There are a number of strategies that can breathe life into a dying town. Sadly, the bozos of Walsall council cabinet seem to think that the resuscitation of a stagnant local economy will come about by building a multi-storey car park. The plot, along with any credibility, has clearly been lost.
Figures published by the Local Data Company suggest that one in four shops in Walsall town centre lies empty making Walsall the seventh worst town in the country for vacant retail units. Portfolio holder responsible for degeneration, councillor Adrian Andrew was quick to rubbish the data as “potentially misleading”. Lumping in warehouse and office accommodation, he claims that vacant shops represent only 20 per cent of capacity. Presumably this includes the horticultural goings on at an empty carpet warehouse not a million miles from the cabinet table and the empty rooms above empty shops containing imaginary illegal immigrants being offered postal votes in council elections.

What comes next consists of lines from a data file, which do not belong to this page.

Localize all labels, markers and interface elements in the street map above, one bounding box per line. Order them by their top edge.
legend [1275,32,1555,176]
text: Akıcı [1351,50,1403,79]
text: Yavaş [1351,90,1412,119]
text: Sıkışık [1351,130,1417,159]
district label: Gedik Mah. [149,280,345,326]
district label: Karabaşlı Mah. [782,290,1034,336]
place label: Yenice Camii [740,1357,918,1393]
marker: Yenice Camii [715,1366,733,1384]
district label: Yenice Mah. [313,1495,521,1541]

Interestingly, the Tory regeneration member for Pheasey Park Farm suggests that the good news is that the figure of one in five empty shops is nearer to what passes for truth in this sorry borough. This is a little like asking the captain of the Titanic if he would like ice in his gin and tonic.
It is surprising that straw-clutching, blue sky thinking denialist councillor Andrew did not point out that Wolverhampton has 27.3 per cent vacant shops compared to Walsall’s meagre 26.9 per cent making Wolverhampton the fifth worst retail experience in this nation of shopkeepers. Bottom of the heap are Dudley and West Bromwich. It is good to know that a long wait and a short bus journey can convey us to other dying towns using a dying public transport system. The growth regenerating czar then offered a list of businesses who have upped sticks and left town realising that in the hands of the current administration, Walsall is a basket case. But, be of good cheer. HS2 means that we can travel from London Euston to Darlaston in three days rather than four.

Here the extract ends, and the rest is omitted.